• **Exercise directions**: For the word "this", copy every line of the material that includes it.

• **Given data**:
|---|

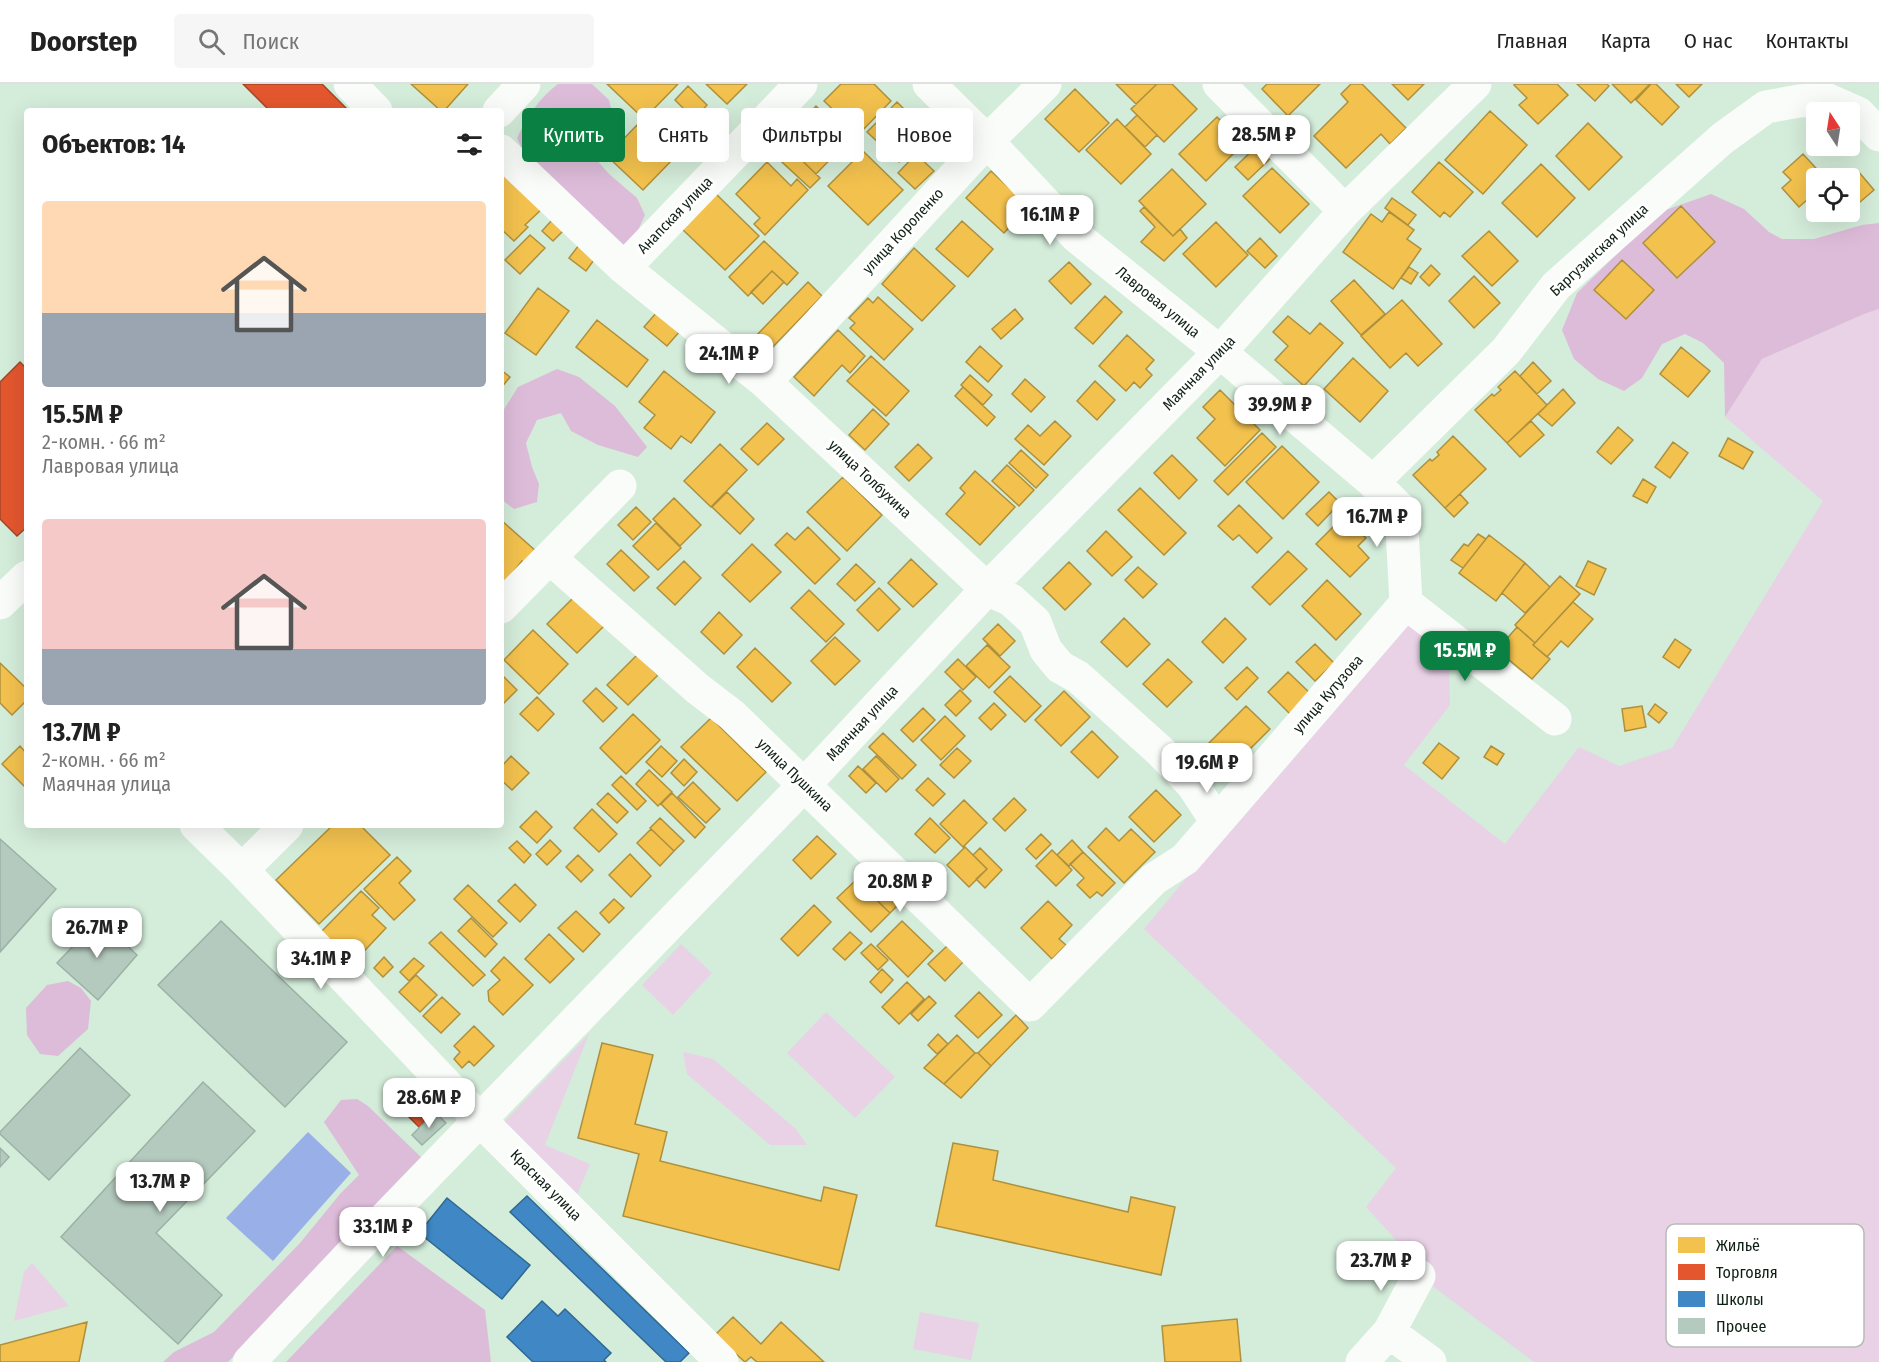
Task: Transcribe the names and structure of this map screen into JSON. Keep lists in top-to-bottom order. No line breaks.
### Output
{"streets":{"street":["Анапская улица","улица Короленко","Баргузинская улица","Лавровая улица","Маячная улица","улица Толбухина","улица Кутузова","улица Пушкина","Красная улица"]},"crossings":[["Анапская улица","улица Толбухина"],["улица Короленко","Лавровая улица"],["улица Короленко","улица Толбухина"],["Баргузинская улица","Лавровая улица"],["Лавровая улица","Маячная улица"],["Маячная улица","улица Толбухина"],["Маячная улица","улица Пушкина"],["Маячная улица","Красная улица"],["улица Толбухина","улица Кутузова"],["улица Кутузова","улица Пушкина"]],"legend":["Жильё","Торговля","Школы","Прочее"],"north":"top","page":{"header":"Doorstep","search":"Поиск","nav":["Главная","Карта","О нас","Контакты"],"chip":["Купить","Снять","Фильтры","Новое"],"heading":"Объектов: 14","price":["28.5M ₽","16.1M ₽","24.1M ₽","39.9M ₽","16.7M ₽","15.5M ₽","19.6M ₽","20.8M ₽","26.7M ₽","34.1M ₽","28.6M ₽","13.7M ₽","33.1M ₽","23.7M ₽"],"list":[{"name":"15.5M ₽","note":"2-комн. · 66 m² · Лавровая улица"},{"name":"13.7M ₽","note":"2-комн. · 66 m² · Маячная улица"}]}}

|---|

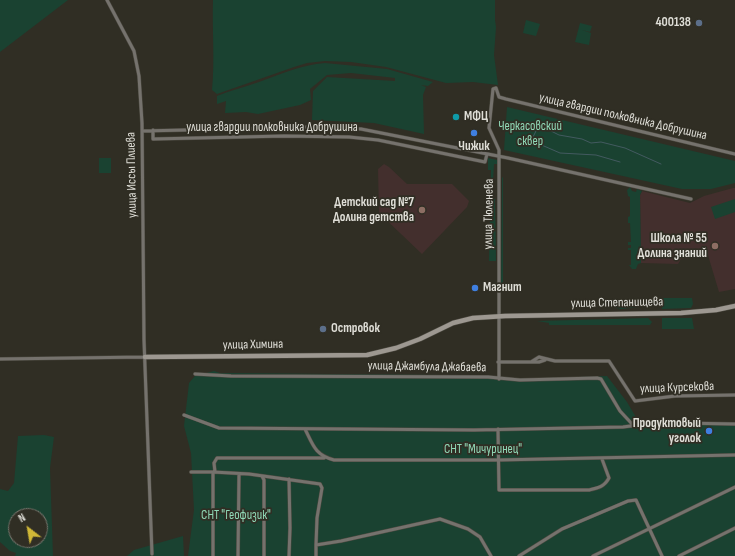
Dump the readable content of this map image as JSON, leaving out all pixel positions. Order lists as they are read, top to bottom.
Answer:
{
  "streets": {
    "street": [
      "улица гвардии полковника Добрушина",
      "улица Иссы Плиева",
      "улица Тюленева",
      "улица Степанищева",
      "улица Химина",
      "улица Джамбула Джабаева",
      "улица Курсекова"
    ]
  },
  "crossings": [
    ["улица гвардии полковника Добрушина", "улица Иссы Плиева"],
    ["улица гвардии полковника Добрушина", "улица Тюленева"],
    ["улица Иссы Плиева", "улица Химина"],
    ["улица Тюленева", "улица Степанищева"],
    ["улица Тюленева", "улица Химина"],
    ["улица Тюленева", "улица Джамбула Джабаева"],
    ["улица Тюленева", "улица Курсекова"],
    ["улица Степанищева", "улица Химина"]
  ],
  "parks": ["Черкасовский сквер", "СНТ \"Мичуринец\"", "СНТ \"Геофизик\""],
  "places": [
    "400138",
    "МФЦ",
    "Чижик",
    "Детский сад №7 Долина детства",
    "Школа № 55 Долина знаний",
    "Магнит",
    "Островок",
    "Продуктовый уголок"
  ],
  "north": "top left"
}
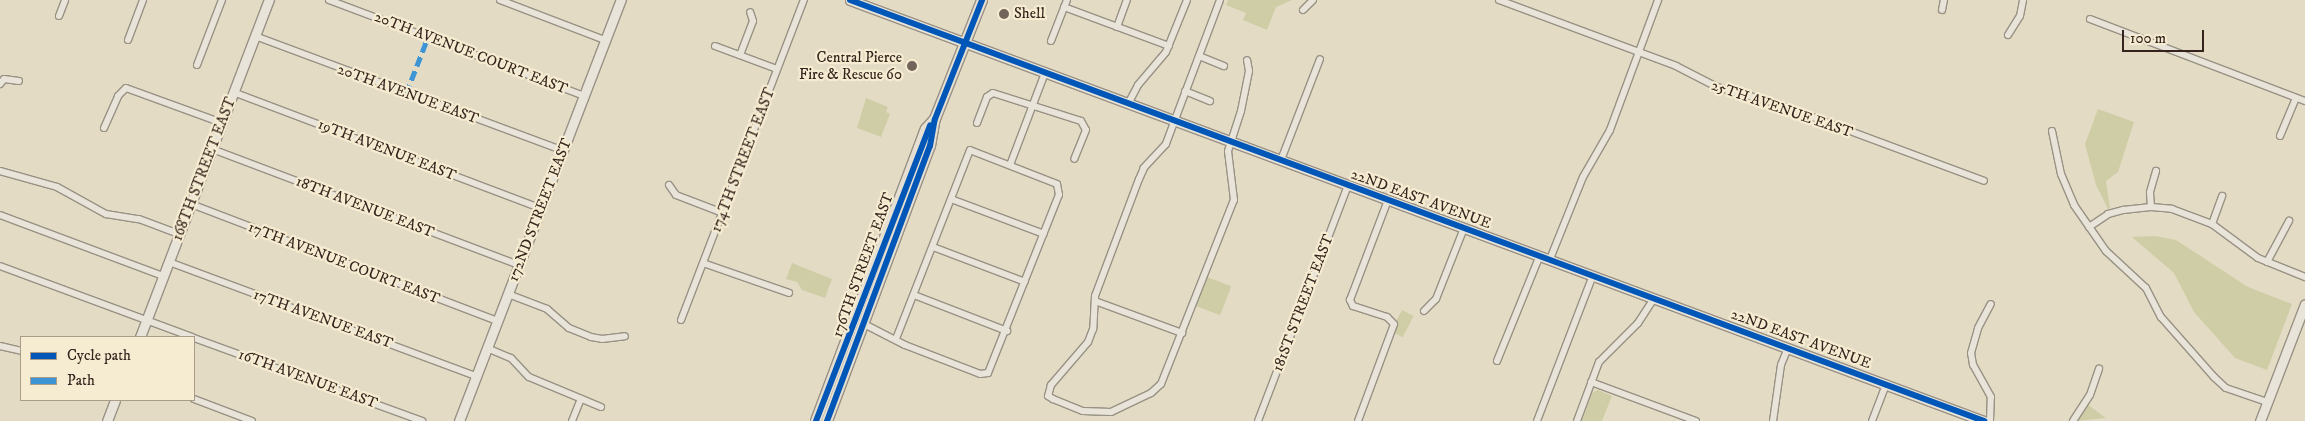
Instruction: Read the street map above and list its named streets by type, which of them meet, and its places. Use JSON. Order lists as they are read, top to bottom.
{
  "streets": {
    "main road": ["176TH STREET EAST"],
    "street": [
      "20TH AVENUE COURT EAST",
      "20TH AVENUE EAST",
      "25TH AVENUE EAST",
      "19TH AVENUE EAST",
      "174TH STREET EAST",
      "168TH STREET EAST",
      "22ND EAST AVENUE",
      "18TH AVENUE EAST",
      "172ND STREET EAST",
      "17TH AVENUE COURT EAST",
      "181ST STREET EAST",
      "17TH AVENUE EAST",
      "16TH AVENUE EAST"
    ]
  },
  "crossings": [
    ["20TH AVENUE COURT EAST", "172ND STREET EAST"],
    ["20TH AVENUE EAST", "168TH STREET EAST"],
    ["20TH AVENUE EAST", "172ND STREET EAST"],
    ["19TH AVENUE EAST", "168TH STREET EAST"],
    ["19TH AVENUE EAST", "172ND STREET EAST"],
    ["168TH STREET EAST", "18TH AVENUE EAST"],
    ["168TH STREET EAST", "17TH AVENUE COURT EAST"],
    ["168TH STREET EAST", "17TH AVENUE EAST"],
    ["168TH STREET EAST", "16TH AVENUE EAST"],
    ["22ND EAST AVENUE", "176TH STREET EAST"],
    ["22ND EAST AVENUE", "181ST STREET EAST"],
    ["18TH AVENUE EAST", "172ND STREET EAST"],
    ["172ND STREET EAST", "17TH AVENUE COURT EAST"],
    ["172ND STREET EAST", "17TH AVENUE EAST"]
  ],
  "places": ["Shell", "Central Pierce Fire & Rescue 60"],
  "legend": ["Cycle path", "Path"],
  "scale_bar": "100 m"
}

|---|

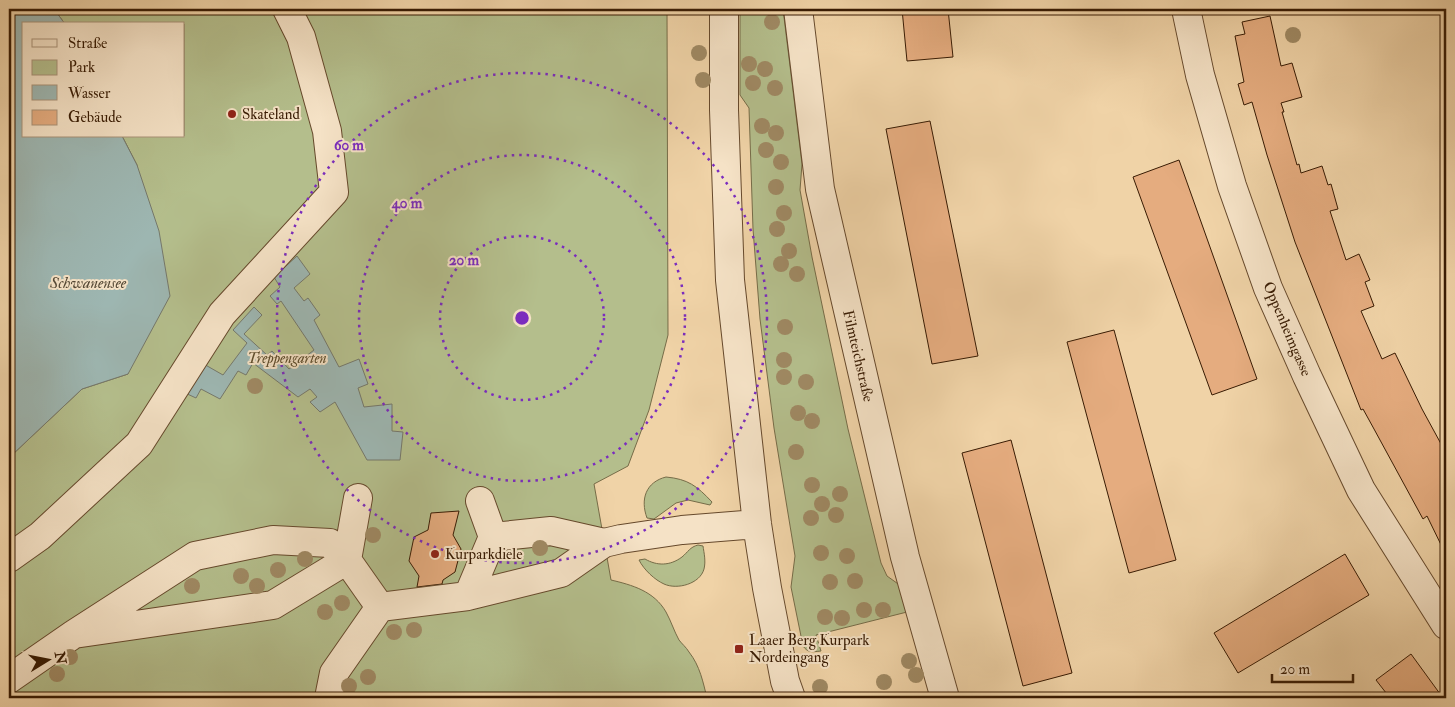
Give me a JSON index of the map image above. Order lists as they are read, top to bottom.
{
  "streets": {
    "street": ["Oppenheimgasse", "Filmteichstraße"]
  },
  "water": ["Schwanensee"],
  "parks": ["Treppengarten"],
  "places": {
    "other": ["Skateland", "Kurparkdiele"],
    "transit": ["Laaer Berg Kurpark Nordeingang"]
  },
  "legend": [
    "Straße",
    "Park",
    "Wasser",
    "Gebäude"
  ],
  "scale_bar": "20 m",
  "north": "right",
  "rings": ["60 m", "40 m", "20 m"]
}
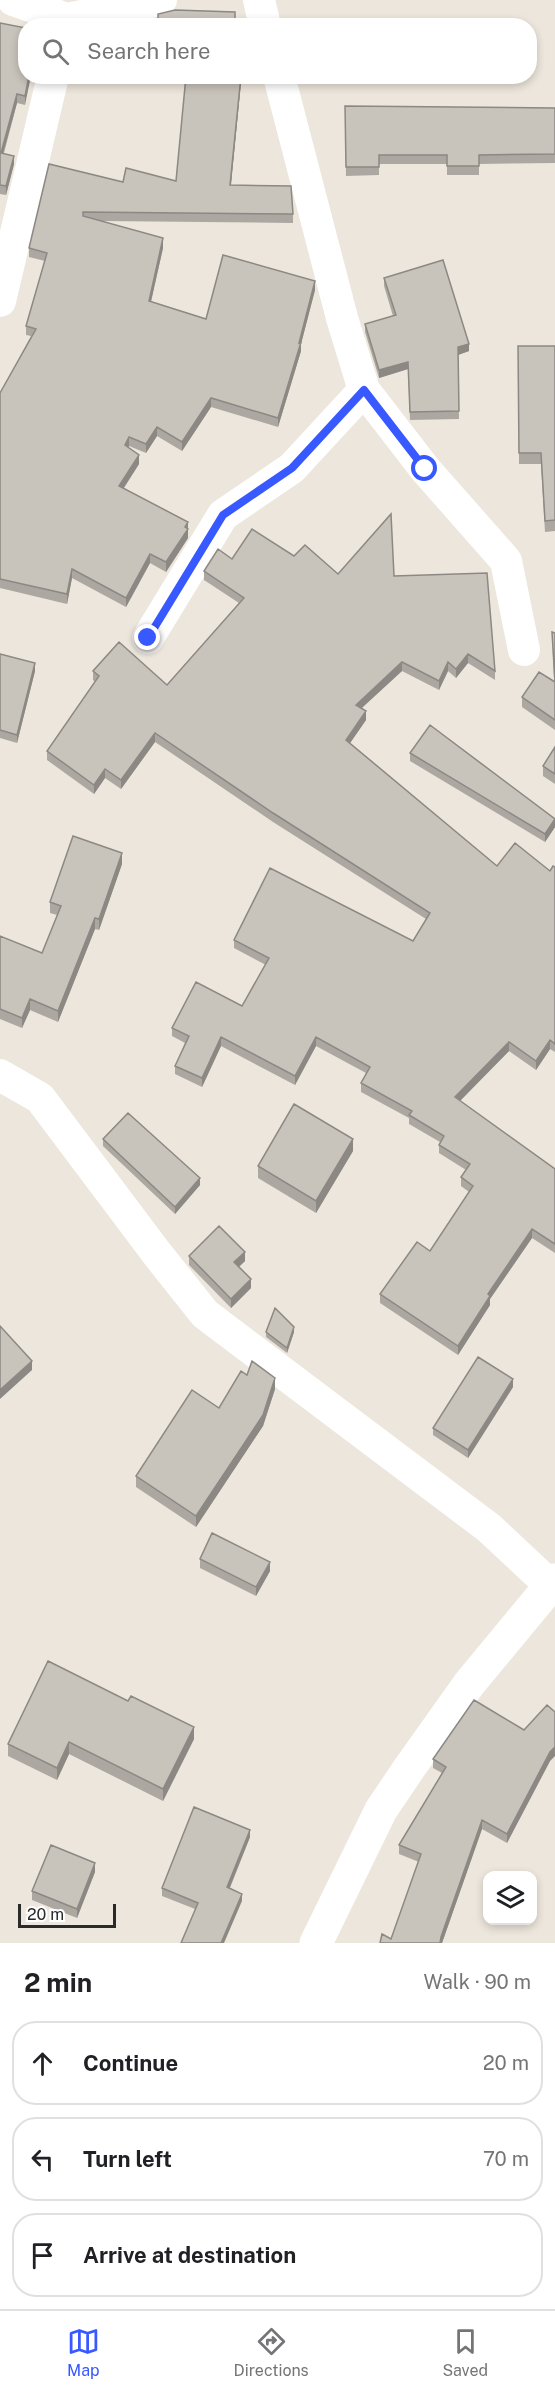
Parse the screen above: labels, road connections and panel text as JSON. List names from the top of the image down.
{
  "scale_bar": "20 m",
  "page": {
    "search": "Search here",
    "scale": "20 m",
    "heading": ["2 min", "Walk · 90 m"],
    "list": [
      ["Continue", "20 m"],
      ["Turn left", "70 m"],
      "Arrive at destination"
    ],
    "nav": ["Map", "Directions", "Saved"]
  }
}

|---|

• **Answer section**:
Task: Transcribe the names and structure of this map screen into JSON. Keep lists in top-to-bottom order. No line breaks.
Dump the readable content of this map image as JSON, leaving out all pixel positions. Order lists as they are read, top to bottom.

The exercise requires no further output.